Oh, and wackybrit: I know we don't have a clear separation of legislative and executive powers, but there are differences. Parliament makes law; the government deploys executive authority. You can't legislate a more effective police force, or a lower crime rate, or a more reliable transport network into existence.

Is it a waste of time? I don't think so. Not after year upon year of private members' bills that get filibustered. How many legislative days have we lost to debates on hunting that had no chance of becoming law? Plenty. At least now, with the assistance of government-sponsored parliamentary time, there's the opportunity to get something done one way or the other.
posted by holgate at 3:13 PM on January 18, 2001


yes, well, unfortunately some stupid homesick poms decided that they'd like to hunt rabbits and foxes in Australia. So they "introduced" them in the 19th century. Environmental havoc followed.
posted by Graham at 3:51 PM on January 18, 2001


Even worse than the expat who released starlings into Central Park, because he wanted the US to have every bird mentioned in Shakespeare. I kid ye not.
posted by holgate at 4:01 PM on January 18, 2001


From the BBC, so it must be true ;)

"It is estimated that 50,000 badgers meet their deaths in Britain through road traffic accidents every year."

Which shocks me.
posted by holgate at 5:05 PM on January 18, 2001


Man, if this turns into a Brit web site, I'm leaving.


We're having an election in a few months........
posted by Markb at 1:04 AM on January 19, 2001


We're having an election in a few months...

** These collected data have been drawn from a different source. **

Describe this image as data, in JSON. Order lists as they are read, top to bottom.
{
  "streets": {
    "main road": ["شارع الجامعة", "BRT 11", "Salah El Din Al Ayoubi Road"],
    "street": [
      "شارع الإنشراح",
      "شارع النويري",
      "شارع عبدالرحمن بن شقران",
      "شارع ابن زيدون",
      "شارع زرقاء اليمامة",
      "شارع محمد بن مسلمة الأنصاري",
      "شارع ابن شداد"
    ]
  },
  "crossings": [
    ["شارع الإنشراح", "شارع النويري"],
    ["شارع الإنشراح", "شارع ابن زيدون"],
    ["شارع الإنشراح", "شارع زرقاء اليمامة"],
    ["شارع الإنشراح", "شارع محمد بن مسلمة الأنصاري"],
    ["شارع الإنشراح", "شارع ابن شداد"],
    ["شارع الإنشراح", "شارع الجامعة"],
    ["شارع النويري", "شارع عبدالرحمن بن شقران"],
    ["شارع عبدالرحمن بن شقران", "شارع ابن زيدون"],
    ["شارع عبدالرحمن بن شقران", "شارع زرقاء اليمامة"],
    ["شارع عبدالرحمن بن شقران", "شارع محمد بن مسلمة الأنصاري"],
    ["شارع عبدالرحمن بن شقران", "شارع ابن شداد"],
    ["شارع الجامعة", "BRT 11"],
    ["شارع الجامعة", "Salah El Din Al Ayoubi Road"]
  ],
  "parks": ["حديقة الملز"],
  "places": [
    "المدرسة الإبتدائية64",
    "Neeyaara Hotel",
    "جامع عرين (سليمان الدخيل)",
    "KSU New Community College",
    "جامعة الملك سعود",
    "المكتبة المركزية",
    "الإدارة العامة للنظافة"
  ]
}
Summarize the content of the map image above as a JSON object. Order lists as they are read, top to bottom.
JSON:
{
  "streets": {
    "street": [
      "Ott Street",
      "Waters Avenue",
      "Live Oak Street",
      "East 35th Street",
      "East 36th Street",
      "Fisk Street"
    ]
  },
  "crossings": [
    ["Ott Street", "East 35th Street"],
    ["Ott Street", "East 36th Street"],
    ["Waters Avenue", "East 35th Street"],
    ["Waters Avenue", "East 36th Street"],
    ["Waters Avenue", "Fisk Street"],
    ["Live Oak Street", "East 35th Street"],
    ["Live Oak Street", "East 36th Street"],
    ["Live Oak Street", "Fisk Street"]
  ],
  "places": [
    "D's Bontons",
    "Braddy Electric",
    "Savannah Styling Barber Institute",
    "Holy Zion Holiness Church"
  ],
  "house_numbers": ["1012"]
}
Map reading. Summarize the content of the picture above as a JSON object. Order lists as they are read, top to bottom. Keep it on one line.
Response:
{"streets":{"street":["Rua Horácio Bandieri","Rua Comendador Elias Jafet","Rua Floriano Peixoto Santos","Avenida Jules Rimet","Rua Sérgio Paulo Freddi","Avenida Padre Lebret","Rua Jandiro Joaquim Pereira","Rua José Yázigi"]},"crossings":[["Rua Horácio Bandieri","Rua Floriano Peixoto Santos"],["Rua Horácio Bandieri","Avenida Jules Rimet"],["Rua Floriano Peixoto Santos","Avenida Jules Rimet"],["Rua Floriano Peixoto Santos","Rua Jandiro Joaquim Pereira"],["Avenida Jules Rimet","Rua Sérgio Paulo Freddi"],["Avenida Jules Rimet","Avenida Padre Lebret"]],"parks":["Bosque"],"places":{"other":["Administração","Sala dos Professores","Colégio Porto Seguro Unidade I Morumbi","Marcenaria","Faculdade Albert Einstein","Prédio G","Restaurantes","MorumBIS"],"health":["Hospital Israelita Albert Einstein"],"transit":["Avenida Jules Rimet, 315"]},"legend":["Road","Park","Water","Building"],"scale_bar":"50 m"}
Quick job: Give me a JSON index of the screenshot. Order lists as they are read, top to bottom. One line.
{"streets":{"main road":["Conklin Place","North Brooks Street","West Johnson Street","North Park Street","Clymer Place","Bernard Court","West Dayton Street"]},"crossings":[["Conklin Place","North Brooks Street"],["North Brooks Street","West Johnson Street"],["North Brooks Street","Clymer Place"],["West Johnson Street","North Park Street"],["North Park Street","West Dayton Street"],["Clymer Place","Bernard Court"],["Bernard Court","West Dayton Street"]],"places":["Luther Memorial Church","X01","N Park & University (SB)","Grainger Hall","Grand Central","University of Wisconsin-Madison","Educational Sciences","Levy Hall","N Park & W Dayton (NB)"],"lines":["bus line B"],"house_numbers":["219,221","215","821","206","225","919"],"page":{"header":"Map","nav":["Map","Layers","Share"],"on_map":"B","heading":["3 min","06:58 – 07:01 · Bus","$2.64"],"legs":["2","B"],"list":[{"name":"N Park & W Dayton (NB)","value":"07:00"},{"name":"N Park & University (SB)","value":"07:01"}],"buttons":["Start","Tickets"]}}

Oh, it's so payback time. MetaEuroScepticFilter ahoy ;)
posted by holgate at 5:11 AM on January 19, 2001


Steven: I've run over a fox, and a rabbit. Infact, foxes are -especially- common on the roads at night in Southern England. Most people I know, who drive at night, have killed a fox or two.

Other than that, rabbits are very popular. Once had at least 50 running across the road in front of me at one point. Dodged em tho.

Never seen any hedgehogs.. guess they're too small.
posted by wackybrit at 6:57 AM on January 19, 2001


Man, if this turns into a Brit web site, I'm leaving.

You mean, as opposed to a California website, like it is now?
posted by dagnyscott at 1:14 PM on January 19, 2001


So, clarify for this American -- the trouble is that people set packs of dogs on the foxes, which then kill them, as opposed to allowing the fox's natural predators to kill them (and eat them) at some other "natural" time?
posted by Dreama at 9:21 PM on January 19, 2001


Dreama: yeah. It's the manner in which the dogs are deployed that raises hackles. As someone said on the "News Quiz" today, we don't object to the hunters getting off their horses and ripping the fox to pieces with their own teeth.

But: "The unspeakable in pursuit of the uneatable." -- Oscar Wilde.